**REQUIRED ACTION:** Set every record down again, identical to the original.

START RECORDED DATA

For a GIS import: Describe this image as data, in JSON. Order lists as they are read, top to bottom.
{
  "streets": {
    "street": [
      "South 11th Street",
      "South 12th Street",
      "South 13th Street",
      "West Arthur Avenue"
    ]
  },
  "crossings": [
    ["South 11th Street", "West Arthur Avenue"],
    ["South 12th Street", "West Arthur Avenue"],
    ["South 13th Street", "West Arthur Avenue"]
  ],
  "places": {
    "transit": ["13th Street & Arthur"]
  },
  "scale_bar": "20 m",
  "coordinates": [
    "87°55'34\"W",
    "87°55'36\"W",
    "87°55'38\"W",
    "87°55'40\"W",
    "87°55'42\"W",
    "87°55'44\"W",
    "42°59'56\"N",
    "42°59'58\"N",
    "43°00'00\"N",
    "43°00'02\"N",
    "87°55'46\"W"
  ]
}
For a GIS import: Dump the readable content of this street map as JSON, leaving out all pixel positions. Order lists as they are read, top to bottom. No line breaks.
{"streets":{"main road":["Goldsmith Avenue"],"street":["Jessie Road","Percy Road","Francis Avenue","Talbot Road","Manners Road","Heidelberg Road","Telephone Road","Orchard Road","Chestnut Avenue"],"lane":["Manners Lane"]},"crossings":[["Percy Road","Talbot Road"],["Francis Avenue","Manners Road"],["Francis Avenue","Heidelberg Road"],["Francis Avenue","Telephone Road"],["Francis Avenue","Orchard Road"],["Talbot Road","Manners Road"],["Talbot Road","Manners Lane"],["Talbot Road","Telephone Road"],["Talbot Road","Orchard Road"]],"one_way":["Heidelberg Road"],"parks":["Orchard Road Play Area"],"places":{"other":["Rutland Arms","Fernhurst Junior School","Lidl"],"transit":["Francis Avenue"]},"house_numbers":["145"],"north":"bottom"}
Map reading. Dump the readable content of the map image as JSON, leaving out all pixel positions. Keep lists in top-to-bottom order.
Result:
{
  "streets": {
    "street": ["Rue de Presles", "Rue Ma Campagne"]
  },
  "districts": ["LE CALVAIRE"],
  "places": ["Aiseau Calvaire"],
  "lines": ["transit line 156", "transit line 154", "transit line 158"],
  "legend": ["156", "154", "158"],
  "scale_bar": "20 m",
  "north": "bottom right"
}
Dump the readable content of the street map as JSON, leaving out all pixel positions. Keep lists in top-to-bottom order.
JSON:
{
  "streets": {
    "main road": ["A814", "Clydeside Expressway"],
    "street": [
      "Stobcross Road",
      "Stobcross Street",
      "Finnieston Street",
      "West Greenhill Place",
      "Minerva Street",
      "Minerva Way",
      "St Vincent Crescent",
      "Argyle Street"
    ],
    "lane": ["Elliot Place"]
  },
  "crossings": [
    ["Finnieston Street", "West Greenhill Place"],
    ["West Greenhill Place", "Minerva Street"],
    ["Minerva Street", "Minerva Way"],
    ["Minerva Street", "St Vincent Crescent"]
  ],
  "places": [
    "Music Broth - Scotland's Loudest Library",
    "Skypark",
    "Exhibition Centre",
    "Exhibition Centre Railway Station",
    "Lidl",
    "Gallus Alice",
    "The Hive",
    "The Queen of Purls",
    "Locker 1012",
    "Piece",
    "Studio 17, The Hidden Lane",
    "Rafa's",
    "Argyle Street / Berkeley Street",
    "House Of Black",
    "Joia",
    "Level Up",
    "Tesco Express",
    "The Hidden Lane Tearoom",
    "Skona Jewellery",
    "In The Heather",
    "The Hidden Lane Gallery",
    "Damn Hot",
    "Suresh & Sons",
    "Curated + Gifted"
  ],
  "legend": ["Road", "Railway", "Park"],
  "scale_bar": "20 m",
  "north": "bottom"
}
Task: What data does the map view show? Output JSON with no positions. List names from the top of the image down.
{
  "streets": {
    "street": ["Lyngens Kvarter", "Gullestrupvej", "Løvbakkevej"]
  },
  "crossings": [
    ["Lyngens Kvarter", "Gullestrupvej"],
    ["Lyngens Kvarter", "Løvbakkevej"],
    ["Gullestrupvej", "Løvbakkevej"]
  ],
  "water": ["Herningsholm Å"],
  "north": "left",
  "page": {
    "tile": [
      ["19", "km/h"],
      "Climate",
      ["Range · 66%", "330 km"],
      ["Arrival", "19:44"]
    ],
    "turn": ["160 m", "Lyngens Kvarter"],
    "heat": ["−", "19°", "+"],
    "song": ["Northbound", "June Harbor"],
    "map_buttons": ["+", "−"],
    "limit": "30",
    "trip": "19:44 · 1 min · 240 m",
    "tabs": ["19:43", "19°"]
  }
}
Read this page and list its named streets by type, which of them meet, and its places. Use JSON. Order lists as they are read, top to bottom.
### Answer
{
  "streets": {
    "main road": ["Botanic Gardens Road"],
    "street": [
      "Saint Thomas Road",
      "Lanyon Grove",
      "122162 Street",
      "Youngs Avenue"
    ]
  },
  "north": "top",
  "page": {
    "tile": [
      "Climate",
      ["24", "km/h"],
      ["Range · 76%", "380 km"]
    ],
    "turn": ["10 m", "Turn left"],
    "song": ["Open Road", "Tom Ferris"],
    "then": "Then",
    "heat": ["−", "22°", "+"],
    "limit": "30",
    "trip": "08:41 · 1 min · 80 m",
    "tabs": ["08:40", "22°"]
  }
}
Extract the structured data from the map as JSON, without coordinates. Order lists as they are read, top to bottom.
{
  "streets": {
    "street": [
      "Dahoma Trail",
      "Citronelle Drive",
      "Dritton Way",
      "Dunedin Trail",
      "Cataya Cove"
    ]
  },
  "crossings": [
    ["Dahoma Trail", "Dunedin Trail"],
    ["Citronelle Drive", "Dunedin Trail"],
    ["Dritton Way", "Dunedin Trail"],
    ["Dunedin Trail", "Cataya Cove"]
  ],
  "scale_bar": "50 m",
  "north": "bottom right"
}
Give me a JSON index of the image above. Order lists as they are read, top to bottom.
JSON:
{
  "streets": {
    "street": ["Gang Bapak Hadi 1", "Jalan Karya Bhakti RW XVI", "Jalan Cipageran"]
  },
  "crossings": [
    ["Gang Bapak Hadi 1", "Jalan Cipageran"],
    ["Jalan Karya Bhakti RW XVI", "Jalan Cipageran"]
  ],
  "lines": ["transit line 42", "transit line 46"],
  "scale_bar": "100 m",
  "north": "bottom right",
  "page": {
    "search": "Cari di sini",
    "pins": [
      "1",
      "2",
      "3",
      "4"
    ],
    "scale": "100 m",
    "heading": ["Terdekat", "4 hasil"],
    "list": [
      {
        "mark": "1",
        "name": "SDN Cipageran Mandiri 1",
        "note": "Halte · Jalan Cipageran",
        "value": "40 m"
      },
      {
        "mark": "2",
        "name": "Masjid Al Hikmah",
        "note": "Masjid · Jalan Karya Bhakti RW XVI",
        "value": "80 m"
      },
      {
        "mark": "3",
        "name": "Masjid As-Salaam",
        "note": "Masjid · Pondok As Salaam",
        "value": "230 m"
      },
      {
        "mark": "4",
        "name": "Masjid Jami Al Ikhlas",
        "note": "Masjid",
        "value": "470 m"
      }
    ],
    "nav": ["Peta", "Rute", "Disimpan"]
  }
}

END RECORDED DATA

**RESPONSE BOX:**
For a GIS import: Describe this image as data, in JSON. Order lists as they are read, top to bottom.
{
  "streets": {
    "street": [
      "South 11th Street",
      "South 12th Street",
      "South 13th Street",
      "West Arthur Avenue"
    ]
  },
  "crossings": [
    ["South 11th Street", "West Arthur Avenue"],
    ["South 12th Street", "West Arthur Avenue"],
    ["South 13th Street", "West Arthur Avenue"]
  ],
  "places": {
    "transit": ["13th Street & Arthur"]
  },
  "scale_bar": "20 m",
  "coordinates": [
    "87°55'34\"W",
    "87°55'36\"W",
    "87°55'38\"W",
    "87°55'40\"W",
    "87°55'42\"W",
    "87°55'44\"W",
    "42°59'56\"N",
    "42°59'58\"N",
    "43°00'00\"N",
    "43°00'02\"N",
    "87°55'46\"W"
  ]
}
For a GIS import: Dump the readable content of this street map as JSON, leaving out all pixel positions. Order lists as they are read, top to bottom. No line breaks.
{"streets":{"main road":["Goldsmith Avenue"],"street":["Jessie Road","Percy Road","Francis Avenue","Talbot Road","Manners Road","Heidelberg Road","Telephone Road","Orchard Road","Chestnut Avenue"],"lane":["Manners Lane"]},"crossings":[["Percy Road","Talbot Road"],["Francis Avenue","Manners Road"],["Francis Avenue","Heidelberg Road"],["Francis Avenue","Telephone Road"],["Francis Avenue","Orchard Road"],["Talbot Road","Manners Road"],["Talbot Road","Manners Lane"],["Talbot Road","Telephone Road"],["Talbot Road","Orchard Road"]],"one_way":["Heidelberg Road"],"parks":["Orchard Road Play Area"],"places":{"other":["Rutland Arms","Fernhurst Junior School","Lidl"],"transit":["Francis Avenue"]},"house_numbers":["145"],"north":"bottom"}
Map reading. Dump the readable content of the map image as JSON, leaving out all pixel positions. Keep lists in top-to-bottom order.
Result:
{
  "streets": {
    "street": ["Rue de Presles", "Rue Ma Campagne"]
  },
  "districts": ["LE CALVAIRE"],
  "places": ["Aiseau Calvaire"],
  "lines": ["transit line 156", "transit line 154", "transit line 158"],
  "legend": ["156", "154", "158"],
  "scale_bar": "20 m",
  "north": "bottom right"
}
Dump the readable content of the street map as JSON, leaving out all pixel positions. Keep lists in top-to-bottom order.
JSON:
{
  "streets": {
    "main road": ["A814", "Clydeside Expressway"],
    "street": [
      "Stobcross Road",
      "Stobcross Street",
      "Finnieston Street",
      "West Greenhill Place",
      "Minerva Street",
      "Minerva Way",
      "St Vincent Crescent",
      "Argyle Street"
    ],
    "lane": ["Elliot Place"]
  },
  "crossings": [
    ["Finnieston Street", "West Greenhill Place"],
    ["West Greenhill Place", "Minerva Street"],
    ["Minerva Street", "Minerva Way"],
    ["Minerva Street", "St Vincent Crescent"]
  ],
  "places": [
    "Music Broth - Scotland's Loudest Library",
    "Skypark",
    "Exhibition Centre",
    "Exhibition Centre Railway Station",
    "Lidl",
    "Gallus Alice",
    "The Hive",
    "The Queen of Purls",
    "Locker 1012",
    "Piece",
    "Studio 17, The Hidden Lane",
    "Rafa's",
    "Argyle Street / Berkeley Street",
    "House Of Black",
    "Joia",
    "Level Up",
    "Tesco Express",
    "The Hidden Lane Tearoom",
    "Skona Jewellery",
    "In The Heather",
    "The Hidden Lane Gallery",
    "Damn Hot",
    "Suresh & Sons",
    "Curated + Gifted"
  ],
  "legend": ["Road", "Railway", "Park"],
  "scale_bar": "20 m",
  "north": "bottom"
}
Task: What data does the map view show? Output JSON with no positions. List names from the top of the image down.
{
  "streets": {
    "street": ["Lyngens Kvarter", "Gullestrupvej", "Løvbakkevej"]
  },
  "crossings": [
    ["Lyngens Kvarter", "Gullestrupvej"],
    ["Lyngens Kvarter", "Løvbakkevej"],
    ["Gullestrupvej", "Løvbakkevej"]
  ],
  "water": ["Herningsholm Å"],
  "north": "left",
  "page": {
    "tile": [
      ["19", "km/h"],
      "Climate",
      ["Range · 66%", "330 km"],
      ["Arrival", "19:44"]
    ],
    "turn": ["160 m", "Lyngens Kvarter"],
    "heat": ["−", "19°", "+"],
    "song": ["Northbound", "June Harbor"],
    "map_buttons": ["+", "−"],
    "limit": "30",
    "trip": "19:44 · 1 min · 240 m",
    "tabs": ["19:43", "19°"]
  }
}
Read this page and list its named streets by type, which of them meet, and its places. Use JSON. Order lists as they are read, top to bottom.
### Answer
{
  "streets": {
    "main road": ["Botanic Gardens Road"],
    "street": [
      "Saint Thomas Road",
      "Lanyon Grove",
      "122162 Street",
      "Youngs Avenue"
    ]
  },
  "north": "top",
  "page": {
    "tile": [
      "Climate",
      ["24", "km/h"],
      ["Range · 76%", "380 km"]
    ],
    "turn": ["10 m", "Turn left"],
    "song": ["Open Road", "Tom Ferris"],
    "then": "Then",
    "heat": ["−", "22°", "+"],
    "limit": "30",
    "trip": "08:41 · 1 min · 80 m",
    "tabs": ["08:40", "22°"]
  }
}
Extract the structured data from the map as JSON, without coordinates. Order lists as they are read, top to bottom.
{
  "streets": {
    "street": [
      "Dahoma Trail",
      "Citronelle Drive",
      "Dritton Way",
      "Dunedin Trail",
      "Cataya Cove"
    ]
  },
  "crossings": [
    ["Dahoma Trail", "Dunedin Trail"],
    ["Citronelle Drive", "Dunedin Trail"],
    ["Dritton Way", "Dunedin Trail"],
    ["Dunedin Trail", "Cataya Cove"]
  ],
  "scale_bar": "50 m",
  "north": "bottom right"
}
Give me a JSON index of the image above. Order lists as they are read, top to bottom.
JSON:
{
  "streets": {
    "street": ["Gang Bapak Hadi 1", "Jalan Karya Bhakti RW XVI", "Jalan Cipageran"]
  },
  "crossings": [
    ["Gang Bapak Hadi 1", "Jalan Cipageran"],
    ["Jalan Karya Bhakti RW XVI", "Jalan Cipageran"]
  ],
  "lines": ["transit line 42", "transit line 46"],
  "scale_bar": "100 m",
  "north": "bottom right",
  "page": {
    "search": "Cari di sini",
    "pins": [
      "1",
      "2",
      "3",
      "4"
    ],
    "scale": "100 m",
    "heading": ["Terdekat", "4 hasil"],
    "list": [
      {
        "mark": "1",
        "name": "SDN Cipageran Mandiri 1",
        "note": "Halte · Jalan Cipageran",
        "value": "40 m"
      },
      {
        "mark": "2",
        "name": "Masjid Al Hikmah",
        "note": "Masjid · Jalan Karya Bhakti RW XVI",
        "value": "80 m"
      },
      {
        "mark": "3",
        "name": "Masjid As-Salaam",
        "note": "Masjid · Pondok As Salaam",
        "value": "230 m"
      },
      {
        "mark": "4",
        "name": "Masjid Jami Al Ikhlas",
        "note": "Masjid",
        "value": "470 m"
      }
    ],
    "nav": ["Peta", "Rute", "Disimpan"]
  }
}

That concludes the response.